— WHAT YOU NEED TO DO —
For each entry below, output it exactly as it stands.
"""
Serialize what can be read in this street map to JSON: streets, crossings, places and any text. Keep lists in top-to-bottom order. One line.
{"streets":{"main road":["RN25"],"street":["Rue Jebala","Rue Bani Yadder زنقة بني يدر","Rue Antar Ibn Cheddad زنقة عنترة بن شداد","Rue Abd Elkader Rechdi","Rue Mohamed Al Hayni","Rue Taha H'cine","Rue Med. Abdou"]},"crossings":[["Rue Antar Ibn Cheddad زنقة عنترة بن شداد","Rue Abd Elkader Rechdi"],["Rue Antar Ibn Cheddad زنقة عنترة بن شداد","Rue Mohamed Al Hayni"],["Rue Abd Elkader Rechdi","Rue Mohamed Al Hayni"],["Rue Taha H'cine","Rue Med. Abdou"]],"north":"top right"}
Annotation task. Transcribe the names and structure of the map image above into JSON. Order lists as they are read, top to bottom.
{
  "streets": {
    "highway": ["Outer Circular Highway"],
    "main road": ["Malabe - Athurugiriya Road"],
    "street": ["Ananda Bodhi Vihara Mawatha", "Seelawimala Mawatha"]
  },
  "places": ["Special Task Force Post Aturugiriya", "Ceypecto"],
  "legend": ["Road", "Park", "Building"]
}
"""
— OUTPUT FOR THIS EXERCISE —
Serialize what can be read in this street map to JSON: streets, crossings, places and any text. Keep lists in top-to-bottom order. One line.
{"streets":{"main road":["RN25"],"street":["Rue Jebala","Rue Bani Yadder زنقة بني يدر","Rue Antar Ibn Cheddad زنقة عنترة بن شداد","Rue Abd Elkader Rechdi","Rue Mohamed Al Hayni","Rue Taha H'cine","Rue Med. Abdou"]},"crossings":[["Rue Antar Ibn Cheddad زنقة عنترة بن شداد","Rue Abd Elkader Rechdi"],["Rue Antar Ibn Cheddad زنقة عنترة بن شداد","Rue Mohamed Al Hayni"],["Rue Abd Elkader Rechdi","Rue Mohamed Al Hayni"],["Rue Taha H'cine","Rue Med. Abdou"]],"north":"top right"}
Annotation task. Transcribe the names and structure of the map image above into JSON. Order lists as they are read, top to bottom.
{
  "streets": {
    "highway": ["Outer Circular Highway"],
    "main road": ["Malabe - Athurugiriya Road"],
    "street": ["Ananda Bodhi Vihara Mawatha", "Seelawimala Mawatha"]
  },
  "places": ["Special Task Force Post Aturugiriya", "Ceypecto"],
  "legend": ["Road", "Park", "Building"]
}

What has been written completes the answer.